Leveraging 3D-HST Grism Redshifts to Quantify Photometric Redshift Performance

Bezanson, Rachel; Wake, David A.; Brammer, Gabriel B.; van Dokkum, Pieter G.; Franx, Marijn; Labbé, Ivo; Leja, Joel; Momcheva, Ivelina G.; Nelson, Erica J.; Quadri, Ryan F.; Skelton, Rosalind E.; Weiner, Benjamin J. and Whitaker, Katherine E. (2016). Leveraging 3D-HST Grism Redshifts to Quantify Photometric Redshift Performance. Astrophysical Journal, 822(1), article no. 30.

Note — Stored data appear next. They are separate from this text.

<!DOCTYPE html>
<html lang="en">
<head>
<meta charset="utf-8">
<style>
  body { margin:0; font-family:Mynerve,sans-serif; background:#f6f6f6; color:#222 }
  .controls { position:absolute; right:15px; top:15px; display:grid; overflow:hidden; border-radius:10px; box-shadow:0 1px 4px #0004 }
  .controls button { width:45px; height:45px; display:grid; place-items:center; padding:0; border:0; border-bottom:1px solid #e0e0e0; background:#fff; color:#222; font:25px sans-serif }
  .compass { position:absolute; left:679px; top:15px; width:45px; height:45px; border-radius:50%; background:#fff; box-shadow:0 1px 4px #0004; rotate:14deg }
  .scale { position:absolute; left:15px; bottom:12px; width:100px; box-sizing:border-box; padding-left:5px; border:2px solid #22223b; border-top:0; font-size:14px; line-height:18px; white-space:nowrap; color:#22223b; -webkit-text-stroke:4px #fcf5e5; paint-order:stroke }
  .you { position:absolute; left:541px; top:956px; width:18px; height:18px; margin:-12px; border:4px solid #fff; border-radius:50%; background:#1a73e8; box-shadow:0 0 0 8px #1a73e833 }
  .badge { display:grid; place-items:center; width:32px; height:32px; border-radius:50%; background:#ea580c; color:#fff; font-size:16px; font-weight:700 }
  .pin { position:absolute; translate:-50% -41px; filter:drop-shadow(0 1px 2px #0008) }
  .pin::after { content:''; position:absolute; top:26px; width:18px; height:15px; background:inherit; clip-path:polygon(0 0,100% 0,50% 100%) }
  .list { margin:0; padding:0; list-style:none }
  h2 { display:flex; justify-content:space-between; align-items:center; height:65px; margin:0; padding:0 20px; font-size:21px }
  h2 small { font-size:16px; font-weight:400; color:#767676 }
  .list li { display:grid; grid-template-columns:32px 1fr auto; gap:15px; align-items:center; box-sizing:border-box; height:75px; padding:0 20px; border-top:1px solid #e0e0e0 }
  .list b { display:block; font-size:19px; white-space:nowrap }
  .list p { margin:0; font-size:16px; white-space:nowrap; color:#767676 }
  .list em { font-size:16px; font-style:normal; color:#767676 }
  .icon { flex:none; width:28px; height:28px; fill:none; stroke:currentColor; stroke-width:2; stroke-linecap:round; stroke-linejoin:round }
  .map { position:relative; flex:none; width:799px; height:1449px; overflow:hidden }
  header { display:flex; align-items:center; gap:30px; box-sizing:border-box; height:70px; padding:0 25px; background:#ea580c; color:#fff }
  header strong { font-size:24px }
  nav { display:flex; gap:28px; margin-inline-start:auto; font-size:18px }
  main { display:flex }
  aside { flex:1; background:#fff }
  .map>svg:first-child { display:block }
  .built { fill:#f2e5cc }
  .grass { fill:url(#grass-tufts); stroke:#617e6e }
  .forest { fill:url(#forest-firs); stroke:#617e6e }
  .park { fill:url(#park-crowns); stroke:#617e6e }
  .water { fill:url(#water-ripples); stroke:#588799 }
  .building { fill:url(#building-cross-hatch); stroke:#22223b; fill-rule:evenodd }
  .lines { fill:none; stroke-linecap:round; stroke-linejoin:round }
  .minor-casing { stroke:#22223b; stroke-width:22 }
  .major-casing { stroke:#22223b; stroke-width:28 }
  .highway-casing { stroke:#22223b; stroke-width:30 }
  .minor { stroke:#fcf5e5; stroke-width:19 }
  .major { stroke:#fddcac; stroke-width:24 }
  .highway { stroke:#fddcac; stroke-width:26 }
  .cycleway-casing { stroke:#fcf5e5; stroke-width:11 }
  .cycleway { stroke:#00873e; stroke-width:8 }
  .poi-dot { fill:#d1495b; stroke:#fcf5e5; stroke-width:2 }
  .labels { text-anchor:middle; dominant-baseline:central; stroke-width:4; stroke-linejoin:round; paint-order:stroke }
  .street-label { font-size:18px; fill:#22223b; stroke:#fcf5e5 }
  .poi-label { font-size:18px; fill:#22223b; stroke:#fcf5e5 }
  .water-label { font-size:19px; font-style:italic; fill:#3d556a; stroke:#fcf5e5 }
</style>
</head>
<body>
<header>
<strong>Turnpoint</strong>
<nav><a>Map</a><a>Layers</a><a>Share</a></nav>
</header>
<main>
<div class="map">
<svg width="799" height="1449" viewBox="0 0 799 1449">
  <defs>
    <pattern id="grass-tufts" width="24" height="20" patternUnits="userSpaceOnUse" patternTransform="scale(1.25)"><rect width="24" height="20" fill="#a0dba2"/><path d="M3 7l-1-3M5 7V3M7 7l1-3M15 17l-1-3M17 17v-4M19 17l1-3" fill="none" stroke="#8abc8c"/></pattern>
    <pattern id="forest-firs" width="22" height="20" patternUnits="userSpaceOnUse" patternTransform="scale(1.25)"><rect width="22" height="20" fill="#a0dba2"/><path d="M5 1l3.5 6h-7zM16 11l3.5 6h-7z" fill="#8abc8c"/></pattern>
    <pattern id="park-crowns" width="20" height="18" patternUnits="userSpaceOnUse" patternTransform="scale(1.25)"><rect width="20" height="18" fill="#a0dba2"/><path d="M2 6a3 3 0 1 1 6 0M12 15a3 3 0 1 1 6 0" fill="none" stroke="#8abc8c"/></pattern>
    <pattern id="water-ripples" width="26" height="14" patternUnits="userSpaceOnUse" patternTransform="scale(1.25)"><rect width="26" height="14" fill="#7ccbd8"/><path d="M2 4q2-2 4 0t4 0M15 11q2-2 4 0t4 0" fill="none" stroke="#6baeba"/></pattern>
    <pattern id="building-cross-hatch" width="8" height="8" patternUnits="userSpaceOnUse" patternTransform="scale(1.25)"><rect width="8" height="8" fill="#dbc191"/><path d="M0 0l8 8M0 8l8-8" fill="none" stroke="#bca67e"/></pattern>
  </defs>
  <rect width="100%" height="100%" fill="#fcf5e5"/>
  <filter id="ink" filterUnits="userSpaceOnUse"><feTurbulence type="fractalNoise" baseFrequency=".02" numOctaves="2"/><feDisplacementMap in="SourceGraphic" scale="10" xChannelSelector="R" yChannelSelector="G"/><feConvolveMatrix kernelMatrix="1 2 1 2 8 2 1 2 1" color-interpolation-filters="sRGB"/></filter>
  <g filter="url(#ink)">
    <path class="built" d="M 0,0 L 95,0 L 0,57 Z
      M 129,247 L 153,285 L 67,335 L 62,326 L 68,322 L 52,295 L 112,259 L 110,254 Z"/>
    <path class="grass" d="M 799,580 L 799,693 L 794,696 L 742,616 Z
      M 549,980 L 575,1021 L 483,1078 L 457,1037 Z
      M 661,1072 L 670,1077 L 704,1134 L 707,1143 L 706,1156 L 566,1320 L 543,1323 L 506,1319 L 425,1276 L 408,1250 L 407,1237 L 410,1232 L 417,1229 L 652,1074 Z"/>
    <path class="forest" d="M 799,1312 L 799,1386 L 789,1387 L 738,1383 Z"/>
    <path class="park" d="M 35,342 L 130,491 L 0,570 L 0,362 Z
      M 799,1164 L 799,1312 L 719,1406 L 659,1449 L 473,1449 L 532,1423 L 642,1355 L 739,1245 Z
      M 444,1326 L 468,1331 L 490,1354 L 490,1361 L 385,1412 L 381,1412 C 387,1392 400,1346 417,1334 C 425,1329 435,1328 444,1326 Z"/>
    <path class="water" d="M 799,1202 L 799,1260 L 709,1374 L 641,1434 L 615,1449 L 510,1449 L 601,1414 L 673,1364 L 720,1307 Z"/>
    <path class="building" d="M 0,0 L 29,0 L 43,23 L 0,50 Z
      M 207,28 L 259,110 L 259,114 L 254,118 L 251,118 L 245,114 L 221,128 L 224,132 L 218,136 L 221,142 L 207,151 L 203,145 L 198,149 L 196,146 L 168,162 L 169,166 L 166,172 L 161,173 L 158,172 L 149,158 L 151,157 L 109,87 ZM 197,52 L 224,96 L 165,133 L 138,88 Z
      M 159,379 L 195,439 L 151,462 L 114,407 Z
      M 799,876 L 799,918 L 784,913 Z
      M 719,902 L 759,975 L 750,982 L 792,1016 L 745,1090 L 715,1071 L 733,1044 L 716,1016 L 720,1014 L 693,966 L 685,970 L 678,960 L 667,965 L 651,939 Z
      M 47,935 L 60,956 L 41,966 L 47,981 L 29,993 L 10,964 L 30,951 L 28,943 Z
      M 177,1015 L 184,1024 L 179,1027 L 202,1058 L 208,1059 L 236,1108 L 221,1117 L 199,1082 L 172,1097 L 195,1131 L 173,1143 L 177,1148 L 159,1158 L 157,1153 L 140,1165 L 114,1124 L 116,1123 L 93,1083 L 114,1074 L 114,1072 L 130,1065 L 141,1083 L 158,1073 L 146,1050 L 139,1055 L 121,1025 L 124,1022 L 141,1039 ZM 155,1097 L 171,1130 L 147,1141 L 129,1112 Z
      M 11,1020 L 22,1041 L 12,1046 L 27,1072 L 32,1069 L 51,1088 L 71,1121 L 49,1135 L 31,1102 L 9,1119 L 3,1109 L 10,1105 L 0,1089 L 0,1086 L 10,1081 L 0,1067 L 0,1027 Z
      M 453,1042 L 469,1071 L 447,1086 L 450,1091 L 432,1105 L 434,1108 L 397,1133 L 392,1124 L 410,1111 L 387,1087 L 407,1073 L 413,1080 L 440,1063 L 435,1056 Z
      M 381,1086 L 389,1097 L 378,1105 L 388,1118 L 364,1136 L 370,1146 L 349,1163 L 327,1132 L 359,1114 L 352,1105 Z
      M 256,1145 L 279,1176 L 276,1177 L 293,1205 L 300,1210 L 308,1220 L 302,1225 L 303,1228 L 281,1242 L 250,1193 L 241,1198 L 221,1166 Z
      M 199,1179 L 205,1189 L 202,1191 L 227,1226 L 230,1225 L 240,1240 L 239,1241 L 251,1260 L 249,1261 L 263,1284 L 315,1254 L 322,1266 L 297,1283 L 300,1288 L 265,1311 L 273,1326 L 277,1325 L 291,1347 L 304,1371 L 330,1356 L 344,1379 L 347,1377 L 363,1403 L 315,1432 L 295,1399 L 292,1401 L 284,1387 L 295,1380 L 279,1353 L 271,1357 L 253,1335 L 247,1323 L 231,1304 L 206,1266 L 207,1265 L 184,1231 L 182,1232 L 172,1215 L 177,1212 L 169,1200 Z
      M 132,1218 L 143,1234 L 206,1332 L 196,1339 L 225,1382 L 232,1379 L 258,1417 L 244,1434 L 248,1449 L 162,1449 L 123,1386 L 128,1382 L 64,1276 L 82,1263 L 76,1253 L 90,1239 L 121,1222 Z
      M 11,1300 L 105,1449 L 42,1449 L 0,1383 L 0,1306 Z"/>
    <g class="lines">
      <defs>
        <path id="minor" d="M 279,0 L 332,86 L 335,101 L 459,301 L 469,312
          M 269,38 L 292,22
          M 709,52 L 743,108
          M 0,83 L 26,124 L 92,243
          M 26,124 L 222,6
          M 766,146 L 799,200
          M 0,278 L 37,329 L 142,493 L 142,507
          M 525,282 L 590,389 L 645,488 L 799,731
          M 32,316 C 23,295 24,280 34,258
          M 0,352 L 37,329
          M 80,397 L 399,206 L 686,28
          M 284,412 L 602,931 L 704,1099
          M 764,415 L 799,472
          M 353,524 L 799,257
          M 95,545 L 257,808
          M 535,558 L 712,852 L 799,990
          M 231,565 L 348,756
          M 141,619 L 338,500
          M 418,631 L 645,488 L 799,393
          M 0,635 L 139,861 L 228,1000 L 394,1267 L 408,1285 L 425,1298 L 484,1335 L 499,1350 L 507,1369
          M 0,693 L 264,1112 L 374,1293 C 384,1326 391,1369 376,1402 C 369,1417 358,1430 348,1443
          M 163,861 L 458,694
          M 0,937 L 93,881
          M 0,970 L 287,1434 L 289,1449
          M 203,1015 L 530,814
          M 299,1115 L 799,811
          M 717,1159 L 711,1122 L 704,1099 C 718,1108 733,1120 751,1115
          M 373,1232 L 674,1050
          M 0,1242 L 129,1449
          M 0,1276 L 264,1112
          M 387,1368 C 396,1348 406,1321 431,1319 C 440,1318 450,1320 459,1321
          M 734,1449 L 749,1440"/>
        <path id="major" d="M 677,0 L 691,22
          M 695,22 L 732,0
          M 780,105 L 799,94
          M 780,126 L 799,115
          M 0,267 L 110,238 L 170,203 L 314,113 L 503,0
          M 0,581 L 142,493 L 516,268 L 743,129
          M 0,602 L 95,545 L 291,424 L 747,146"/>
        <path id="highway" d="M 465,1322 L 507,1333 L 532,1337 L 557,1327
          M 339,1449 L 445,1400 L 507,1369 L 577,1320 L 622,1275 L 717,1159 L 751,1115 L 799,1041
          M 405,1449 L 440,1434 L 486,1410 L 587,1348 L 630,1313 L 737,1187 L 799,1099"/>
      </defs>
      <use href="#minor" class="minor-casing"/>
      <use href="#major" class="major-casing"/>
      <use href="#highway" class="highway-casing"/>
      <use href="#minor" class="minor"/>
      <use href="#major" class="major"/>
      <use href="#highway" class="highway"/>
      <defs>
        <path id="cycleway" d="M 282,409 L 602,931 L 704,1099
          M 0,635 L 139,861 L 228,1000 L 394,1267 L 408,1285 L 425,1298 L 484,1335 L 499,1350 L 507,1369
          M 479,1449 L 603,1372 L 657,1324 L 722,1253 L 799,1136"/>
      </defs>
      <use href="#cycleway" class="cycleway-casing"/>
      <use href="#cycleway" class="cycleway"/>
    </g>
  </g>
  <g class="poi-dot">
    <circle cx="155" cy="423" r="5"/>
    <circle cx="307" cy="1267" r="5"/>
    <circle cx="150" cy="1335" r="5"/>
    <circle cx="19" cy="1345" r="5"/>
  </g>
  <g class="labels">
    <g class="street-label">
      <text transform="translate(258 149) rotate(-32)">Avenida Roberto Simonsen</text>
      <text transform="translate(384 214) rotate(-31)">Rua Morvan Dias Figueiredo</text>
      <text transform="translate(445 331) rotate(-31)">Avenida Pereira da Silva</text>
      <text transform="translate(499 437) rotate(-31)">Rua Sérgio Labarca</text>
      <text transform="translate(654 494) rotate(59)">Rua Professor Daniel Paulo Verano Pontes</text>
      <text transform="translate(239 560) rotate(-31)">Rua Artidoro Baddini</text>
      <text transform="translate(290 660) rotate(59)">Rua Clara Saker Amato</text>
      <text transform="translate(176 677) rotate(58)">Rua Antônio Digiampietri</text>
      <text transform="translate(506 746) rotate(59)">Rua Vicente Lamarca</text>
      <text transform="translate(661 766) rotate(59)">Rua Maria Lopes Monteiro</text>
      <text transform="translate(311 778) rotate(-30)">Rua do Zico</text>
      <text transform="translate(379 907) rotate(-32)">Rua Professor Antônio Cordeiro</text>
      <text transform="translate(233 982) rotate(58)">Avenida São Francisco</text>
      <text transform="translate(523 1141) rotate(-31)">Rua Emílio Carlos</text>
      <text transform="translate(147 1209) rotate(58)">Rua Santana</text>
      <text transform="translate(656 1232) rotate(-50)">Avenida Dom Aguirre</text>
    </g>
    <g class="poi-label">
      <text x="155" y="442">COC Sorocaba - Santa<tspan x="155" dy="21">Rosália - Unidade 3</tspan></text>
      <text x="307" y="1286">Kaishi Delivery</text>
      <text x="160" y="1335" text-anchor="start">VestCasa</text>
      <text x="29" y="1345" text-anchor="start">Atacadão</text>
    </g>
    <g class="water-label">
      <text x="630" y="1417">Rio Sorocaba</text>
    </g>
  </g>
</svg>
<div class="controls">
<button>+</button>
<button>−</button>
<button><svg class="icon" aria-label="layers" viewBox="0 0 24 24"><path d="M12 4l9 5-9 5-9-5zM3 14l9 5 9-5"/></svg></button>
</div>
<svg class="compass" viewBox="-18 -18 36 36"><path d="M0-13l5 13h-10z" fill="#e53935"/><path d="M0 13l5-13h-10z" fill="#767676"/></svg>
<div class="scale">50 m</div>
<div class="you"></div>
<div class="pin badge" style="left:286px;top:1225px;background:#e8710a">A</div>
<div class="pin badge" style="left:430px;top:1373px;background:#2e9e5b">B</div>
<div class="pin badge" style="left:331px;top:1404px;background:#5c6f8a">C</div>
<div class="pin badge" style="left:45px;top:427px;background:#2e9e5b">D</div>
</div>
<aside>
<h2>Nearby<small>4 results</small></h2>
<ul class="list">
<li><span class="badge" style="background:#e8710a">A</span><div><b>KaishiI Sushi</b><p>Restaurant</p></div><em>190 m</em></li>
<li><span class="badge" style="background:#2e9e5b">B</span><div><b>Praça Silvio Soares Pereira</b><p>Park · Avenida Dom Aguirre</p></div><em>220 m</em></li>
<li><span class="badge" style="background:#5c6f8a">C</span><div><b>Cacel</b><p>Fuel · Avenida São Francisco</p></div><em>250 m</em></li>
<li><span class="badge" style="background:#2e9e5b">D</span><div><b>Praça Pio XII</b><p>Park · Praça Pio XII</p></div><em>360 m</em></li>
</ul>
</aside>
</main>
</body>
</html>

DOI: https://doi.org/0.3847/0004-637X/822/1/30

Abstract

We present a study of photometric redshift accuracy in the 3D-HST photometric catalogs, using 3D-HST grism redshifts to quantify and dissect trends in redshift accuracy for galaxies brighter than JH IR > 24 with an unprecedented and representative high-redshift galaxy sample. We find an average scatter of 0.0197 ± 0.0003(1 + z) in the Skelton et al. photometric redshifts. Photometric redshift accuracy decreases with magnitude and redshift, but does not vary monotonically with color or stellar mass. The 1σ scatter lies between 0.01 and 0.03 (1 + z) for galaxies of all masses and colors below z < 2.5 (for JH IR < 24), with the exception of a population of very red (U − V > 2), dusty star-forming galaxies for which the scatter increases to ~0.1 (1 + z). We find that photometric redshifts depend significantly on galaxy size; the largest galaxies at fixed magnitude have photo-zs with up to ~30% more scatter and ~5 times the outlier rate. Although the overall photometric redshift accuracy for quiescent galaxies is better than that for star-forming galaxies, scatter depends more strongly on magnitude and redshift than on galaxy type. We verify these trends using the redshift distributions of close pairs and extend the analysis to fainter objects, where photometric redshift errors further increase to ~0.046 (1 + z) at HF160W=26. We demonstrate that photometric redshift accuracy is strongly filter dependent and quantify the contribution of multiple filter combinations. We evaluate the widths of redshift probability distribution functions and find that error estimates are underestimated by a factor of ~1.1–1.6, but that uniformly broadening the distribution does not adequately account for fitting outliers. Finally, we suggest possible applications of these data in planning for current and future surveys and simulate photometric redshift performance in the Large Synoptic Survey Telescope, Dark Energy Survey (DES), and combined DES and Vista Hemisphere surveys.